Sometimes, however, faculty and librarians are able to break through this barrier. Students in Book Arts Concentration classes were recently challenged by librarians Kathy Cowan and Kelly Swickard to respond to something from the library collections; this culminated in the exhibit, “Fertile Ground: Artists Respond to a Collective Geography.” Siân Evans produces popular pop-up sessions for the Graphic Design program. Chris Drolsum has in-depth studio visits with students across disciplines to discuss where to go next through research. And Jenny Ferretti has helped two classes make online exhibits, including one supporting last year’s exhibition “Laying by Time: Revisiting the Works of William A. Christenberry.”

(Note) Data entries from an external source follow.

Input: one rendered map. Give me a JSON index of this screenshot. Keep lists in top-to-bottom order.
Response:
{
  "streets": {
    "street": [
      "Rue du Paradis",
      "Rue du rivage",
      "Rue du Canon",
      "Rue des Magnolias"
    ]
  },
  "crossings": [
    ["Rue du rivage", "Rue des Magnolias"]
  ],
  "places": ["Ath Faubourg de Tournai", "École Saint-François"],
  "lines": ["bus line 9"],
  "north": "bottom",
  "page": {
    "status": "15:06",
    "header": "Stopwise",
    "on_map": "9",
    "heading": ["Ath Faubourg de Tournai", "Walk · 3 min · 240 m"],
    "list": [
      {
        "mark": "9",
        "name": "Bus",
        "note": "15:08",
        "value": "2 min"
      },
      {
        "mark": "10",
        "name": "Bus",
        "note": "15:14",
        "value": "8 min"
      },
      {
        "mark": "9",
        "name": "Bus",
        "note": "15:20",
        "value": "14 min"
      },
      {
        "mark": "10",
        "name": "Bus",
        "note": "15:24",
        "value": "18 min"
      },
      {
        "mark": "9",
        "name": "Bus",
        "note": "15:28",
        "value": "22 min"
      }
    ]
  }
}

Because it is the digital age, the library’s resources are made as available as possible. Digital Decker is home to almost all our artist books as well as historical photographs of MICA and other special collections. We have audiovisual materials dating to the 1940s documenting artist lectures, exhibitions and more at the College. Many are now available on Internet Archive, a non-profit digital library.
Our core, however, is facilitating conversations to make our community a better place. Siân also recently hosted a session for freshmen about implicit bias, showing the film The Room of Silence from RISD to illustrate how students making identity-based work can be marginalized in studio classes. Participants discussed their experience with this phenomenon at MICA and gained insight on how to combat this in studio critiques. Kelly Swickard organized a Zineposium with faculty member Chezia Thompson-Cager, inviting students and faculty from Coppin State University to discuss graffiti as an art form, LGBTQIA issues in U.S. society and the relationship between writing and art in a global society. The library also runs zine workshops supporting identity-based groups on campus.
Our librarians don’t just impact MICA or Baltimore, but the world. A strong, knowledgeable community is a powerful force, and Decker Library is here for our community.